Boa parte do aumento das despesas federais veio da PEC da
Transição
Equilíbrio das contas públicas não deve caber somente à
União
A Folha publicou uma reportagem no dia 21
passado com o seguinte título: "Fazenda
estima que R$ 76,5 bi em despesas para 2026 são herança do governo Bolsonaro".
Ela tem como base os cálculos de um estudo preparado pela Secretaria de
Política Econômica (SPE). São cálculos parecidos com alguns que eu preparei e
foram publicados no blog do Ibre no começo de setembro. A
diferença é que eu fiz as contas olhando para o impacto em meados de 2025, ao
passo que as contas da SPE correspondem ao impacto esperado em 2026. Eu também
incluí o forte aumento das emendas parlamentares a partir de 2020.
Muitos analistas criticaram o ministro Fernando Haddad,
dizendo que ele coloca toda a responsabilidade pelos resultados fiscais ainda
deficitários nos governos anteriores ("herança maldita"),
menosprezando o impacto de decisões tomadas pelo atual governo. Acho que a
verdade está no meio do caminho.
Sim, parte relevante do aumento das
despesas federais nos últimos dois anos e meio decorreu da chamada PEC da
Transição, aprovada no final de 2022 e que reajustou os gastos do governo
federal em cerca de R$ 170 bilhões. Foi um valor bem maior que os R$ 70 bilhões
a R$ 100 bilhões necessários para acomodar o valor de R$ 600 do Bolsa Família (prometido
por todos os candidatos à Presidência nas eleições de 2022) e para recompor
algumas despesas discricionárias que estavam em níveis críticos.

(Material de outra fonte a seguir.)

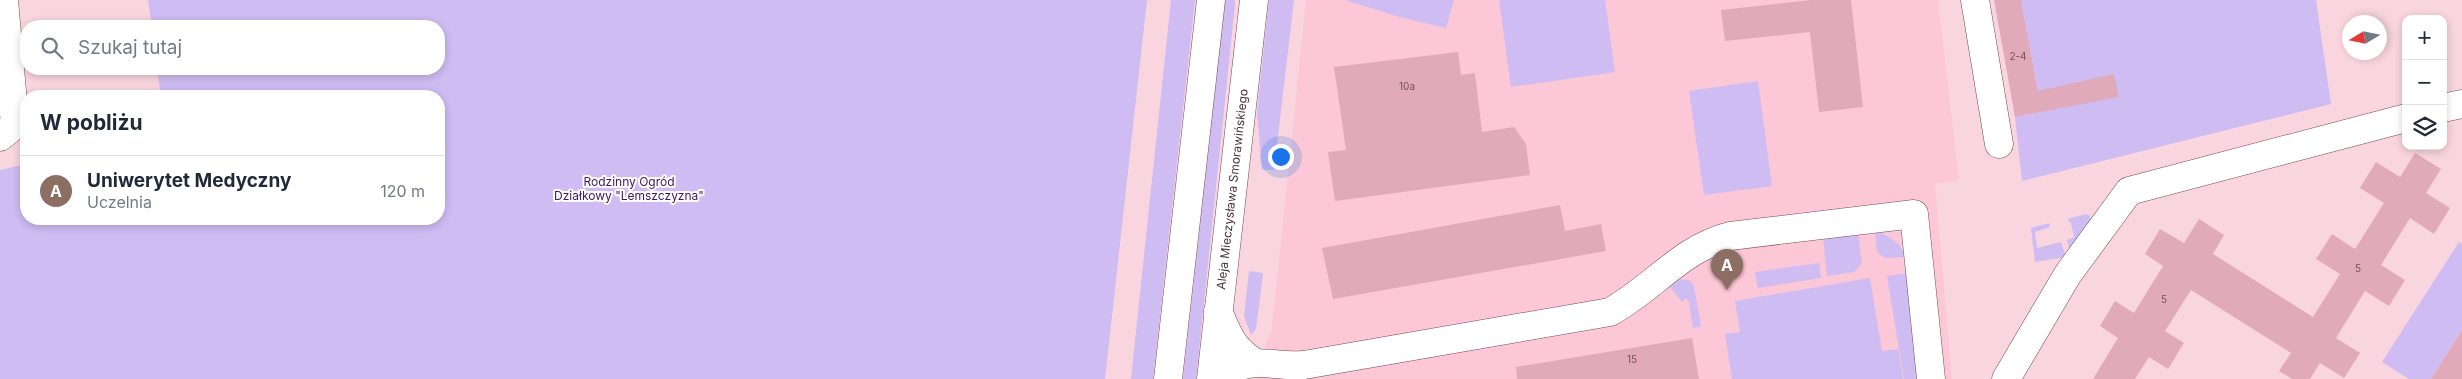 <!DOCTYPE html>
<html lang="pl">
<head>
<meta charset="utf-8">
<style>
  body { margin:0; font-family:Inter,sans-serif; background:#f2f2f3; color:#1f2937 }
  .controls { position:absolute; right:15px; top:15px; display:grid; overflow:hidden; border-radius:10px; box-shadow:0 2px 8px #0003 }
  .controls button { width:45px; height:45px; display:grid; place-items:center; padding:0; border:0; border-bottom:1px solid #e0e1e3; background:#fff; color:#1f2937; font:25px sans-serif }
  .compass { position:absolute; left:2342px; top:15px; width:45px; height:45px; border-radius:50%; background:#fff; box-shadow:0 2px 8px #0003; rotate:260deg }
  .you { position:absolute; left:1280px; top:156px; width:18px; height:18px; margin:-12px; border:4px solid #fff; border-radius:50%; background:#1a73e8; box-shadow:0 0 0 8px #1a73e833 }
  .badge { display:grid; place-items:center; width:32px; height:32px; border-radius:50%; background:#111827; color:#fff; font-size:16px; font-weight:700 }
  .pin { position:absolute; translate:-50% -41px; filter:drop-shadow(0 1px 2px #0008) }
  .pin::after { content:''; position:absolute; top:26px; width:18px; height:15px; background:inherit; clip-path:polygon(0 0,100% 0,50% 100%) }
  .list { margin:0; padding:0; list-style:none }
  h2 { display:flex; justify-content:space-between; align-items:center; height:65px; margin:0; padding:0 20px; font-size:21px }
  h2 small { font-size:16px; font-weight:400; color:#747a83 }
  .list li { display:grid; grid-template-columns:32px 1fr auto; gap:15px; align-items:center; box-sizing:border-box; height:70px; padding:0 20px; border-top:1px solid #e0e1e3 }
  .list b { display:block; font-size:19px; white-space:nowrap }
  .list p { margin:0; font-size:16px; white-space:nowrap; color:#747a83 }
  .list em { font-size:16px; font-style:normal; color:#747a83 }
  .icon { flex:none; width:28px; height:28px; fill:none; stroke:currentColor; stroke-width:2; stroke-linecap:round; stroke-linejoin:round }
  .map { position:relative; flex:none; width:2462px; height:379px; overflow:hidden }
  .search { position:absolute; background:#fff; box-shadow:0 2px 8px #0003; left:20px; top:20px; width:425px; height:55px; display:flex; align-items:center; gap:12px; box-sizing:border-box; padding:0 18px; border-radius:20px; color:#747a83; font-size:19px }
  .panel { position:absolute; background:#fff; box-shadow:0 2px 8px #0003; left:20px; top:90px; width:425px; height:135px; border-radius:20px }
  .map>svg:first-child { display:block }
  .built { fill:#fcc7d6 }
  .green { fill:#cebcf2 }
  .building { fill:#e1aaba }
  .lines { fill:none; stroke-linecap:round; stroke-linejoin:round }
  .minor-casing { stroke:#794958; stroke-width:29 }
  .major-casing { stroke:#794958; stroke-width:29 }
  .minor { stroke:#fff; stroke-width:28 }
  .major { stroke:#fff; stroke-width:28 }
  .labels { text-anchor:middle; stroke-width:4; stroke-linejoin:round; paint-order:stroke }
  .number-label { font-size:10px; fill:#70515a }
  .park-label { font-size:12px; fill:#3a1862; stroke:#fff }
  .street-label { font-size:12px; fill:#4a333a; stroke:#fff }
</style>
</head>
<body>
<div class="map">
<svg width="2462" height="379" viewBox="0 0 2462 379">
  <rect width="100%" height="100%" fill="#f9d5df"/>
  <path class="built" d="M1306 0H1345L1399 17 1446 28 1454 0H1938L1959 180 1935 184 1952 379H1257L1259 361 1272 329Z"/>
  <g class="green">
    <path d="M148 0H1147L1105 379H0V170L26 164V219H439V96H161L157 69H439V26H152Z"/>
    <path d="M1171 0H1195L1153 379H1131Z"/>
    <path d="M1225 0H1235V4L1196 379H1183Z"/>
    <path d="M1269 0H1294L1274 170H1262L1257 112Z"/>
    <path d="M1345 0H1454L1446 28 1399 17Z"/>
    <path d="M1499 0H1605L1615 72 1511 87Z"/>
    <path d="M2021 0H2316L2331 104 2022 181 2015 117 2042 112Z"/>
    <path d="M1758 81 1772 186 1704 195 1689 91Z"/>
    <path d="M2086 214 2090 216 2091 221 2070 253 2067 240 2074 237 2071 223 2067 219Z"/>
    <path d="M2049 223 2050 227 2035 232 2037 248 2061 242 2066 257 2035 262 2031 228Z"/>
    <path d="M1875 232C1889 235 1901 243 1906 257L1885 258 1877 252Z"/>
    <path d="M1858 233 1862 263 1854 272 1827 276 1823 237Z"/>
    <path d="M2459 242 2462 244V330L2431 379H2409L2382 362Z"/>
    <path d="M1819 263 1821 278 1758 288 1755 272Z"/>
    <path d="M1249 271 1263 273 1256 329 1251 335 1244 316Z"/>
    <path d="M1909 273 1919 379H1904L1887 276Z"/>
    <path d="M1870 278 1882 351 1898 349 1903 379H1732L1725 334 1740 332 1735 301Z"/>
    <path d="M1680 279 1691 281 1694 287 1701 326 1693 328 1689 302 1686 298 1682 302 1670 287Z"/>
  </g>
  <g class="building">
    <path d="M1811 0H1851L1863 107 1819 112 1810 32 1725 41 1721 10Z"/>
    <path d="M1994 0H2021L2038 91 2114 74 2119 97 2015 117Z"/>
    <path d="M1458 52 1461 75 1475 73 1482 132 1514 127 1526 144 1530 175 1335 201 1328 152 1346 150 1334 67Z"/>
    <path d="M2415 153 2441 169 2426 193 2450 208 2434 234 2410 218 2381 265 2405 280 2389 306 2365 291 2336 338 2360 353 2344 378 2320 363 2310 379H2292L2279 371 2291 353 2191 290 2165 331 2184 343 2168 369 2149 357 2135 379H2093L2118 338 2100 326 2115 301 2134 313 2163 266 2145 254 2160 229 2184 243 2199 219 2224 235 2213 254 2313 317 2340 274 2316 259 2332 234 2355 249 2384 203 2360 188 2376 162 2400 177Z"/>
    <path d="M1560 205 1565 231 1601 224 1606 251 1333 299 1322 248Z"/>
    <path d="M2462 330V379H2431Z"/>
    <path d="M1692 338 1699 379H1517L1516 367Z"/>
  </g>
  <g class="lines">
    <defs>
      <g id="minor">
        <path d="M1975 0 1999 144"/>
        <path d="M2443 108 2462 104"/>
        <path d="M0 137 15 125 4 0"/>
        <path d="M1218 311C1228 334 1232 348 1254 362"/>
        <path d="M1221 379C1249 352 1271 368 1304 365L1610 312C1652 289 1682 248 1730 236L1914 214 1931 379"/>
        <path d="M2006 379 2068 274 2129 191 2406 118"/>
      </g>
      <g id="major">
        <path d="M1168 379 1211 0"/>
        <path id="s1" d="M1211 379 1254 0"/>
      </g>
    </defs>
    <use href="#minor" class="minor-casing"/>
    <use href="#major" class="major-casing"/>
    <use href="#minor" class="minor"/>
    <use href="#major" class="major"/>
  </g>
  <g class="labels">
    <g class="number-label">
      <text x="2018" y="60">2-4</text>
      <text x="1407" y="90">10a</text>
      <text x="2358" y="272">5</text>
      <text x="2164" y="303">5</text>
      <text x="1632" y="363">15</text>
    </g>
    <g class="park-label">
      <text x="629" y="186">Rodzinny Ogród<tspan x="629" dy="14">Działkowy "Lemszczyzna"</tspan></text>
    </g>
    <g class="street-label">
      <text dy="4" stroke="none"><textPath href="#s1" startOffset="191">Aleja Mieczysława Smorawińskiego</textPath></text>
    </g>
  </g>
</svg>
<div class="controls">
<button>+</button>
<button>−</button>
<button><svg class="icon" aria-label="layers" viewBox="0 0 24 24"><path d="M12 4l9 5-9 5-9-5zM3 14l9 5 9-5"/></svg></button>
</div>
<svg class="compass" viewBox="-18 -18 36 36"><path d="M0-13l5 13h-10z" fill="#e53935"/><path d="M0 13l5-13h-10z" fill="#747a83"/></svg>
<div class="you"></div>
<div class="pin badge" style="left:1727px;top:290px;background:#8d6e63">A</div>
<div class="search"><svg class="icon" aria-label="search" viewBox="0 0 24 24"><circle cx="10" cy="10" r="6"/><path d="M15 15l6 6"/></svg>Szukaj tutaj</div>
<section class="panel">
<h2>W pobliżu<small></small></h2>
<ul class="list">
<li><span class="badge" style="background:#8d6e63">A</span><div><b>Uniwerytet Medyczny</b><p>Uczelnia</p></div><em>120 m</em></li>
</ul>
</section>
</div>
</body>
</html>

Ademais, o próprio indexador das despesas do arcabouço
fiscal introduzido a partir de 2024, com uma alta real de 2,5% ao ano (teto do
intervalo), parece ser elevado para uma economia com crescimento potencial de
cerca de 2% e 2,5% e que ainda possui déficit primário (quando precisaríamos de
um superávit de pelo menos 1% a 1,5% do PIB todos os
anos para estabilizar a relação entre a dívida pública e o PIB).
A despeito disso, o ministro Haddad tem razão em chamar a
atenção para o impacto nada desprezível sobre as contas públicas, hoje, de
decisões (ou a ausência delas) tomadas em governos anteriores.
Em 2017, por exemplo, o governo federal perdeu a disputa
envolvendo a chamada "tese do século", com o STF apontando a
inconstitucionalidade do ICMS na base de incidência de PIS e Cofins. Isso
geraria dois impactos sobre as contas públicas: uma redução das receitas
recorrentes com PIS/Cofins e a materialização de um gigantesco passivo
contingente ("esqueleto fiscal").
Qual foi a reação dos governos anteriores diante disso?
Nenhuma. Vale notar que, até hoje, essa decisão vem impactando as contas
públicas, subtraindo, nos meus cálculos, algo como 0,9% do PIB de arrecadação
bruta via excesso de compensações tributárias. Esse impacto negativo somente
deverá cessar entre 2026 e 2027.
Uma outra decisão, tomada pelo Congresso em 2020, me pareceu
ainda mais grave. Foram aprovadas a prorrogação e um aumento dos valores dos
repasses da União para o Fundeb, saindo de cerca de R$ 20 bilhões por ano entre
2011 e 2020 para quase R$ 70 bi entre 2021 e 2026 (valores a preços de hoje).
Como era uma despesa que estava fora do teto de gastos anterior (EC 95/2016), o
Congresso deveria ter apontado uma fonte de financiamento via receitas para
esse aumento de despesas, de modo a não impactar o resultado fiscal. Mas isso
não aconteceu.
Algo semelhante aconteceu no episódio da prorrogação e
ampliação da desoneração da folha pelo Congresso, no final de 2023 (que
mereceu uma
coluna minha há alguns meses).
Como já argumentei antes neste espaço, a responsabilidade
pelo equilíbrio das contas públicas não deve caber somente à União.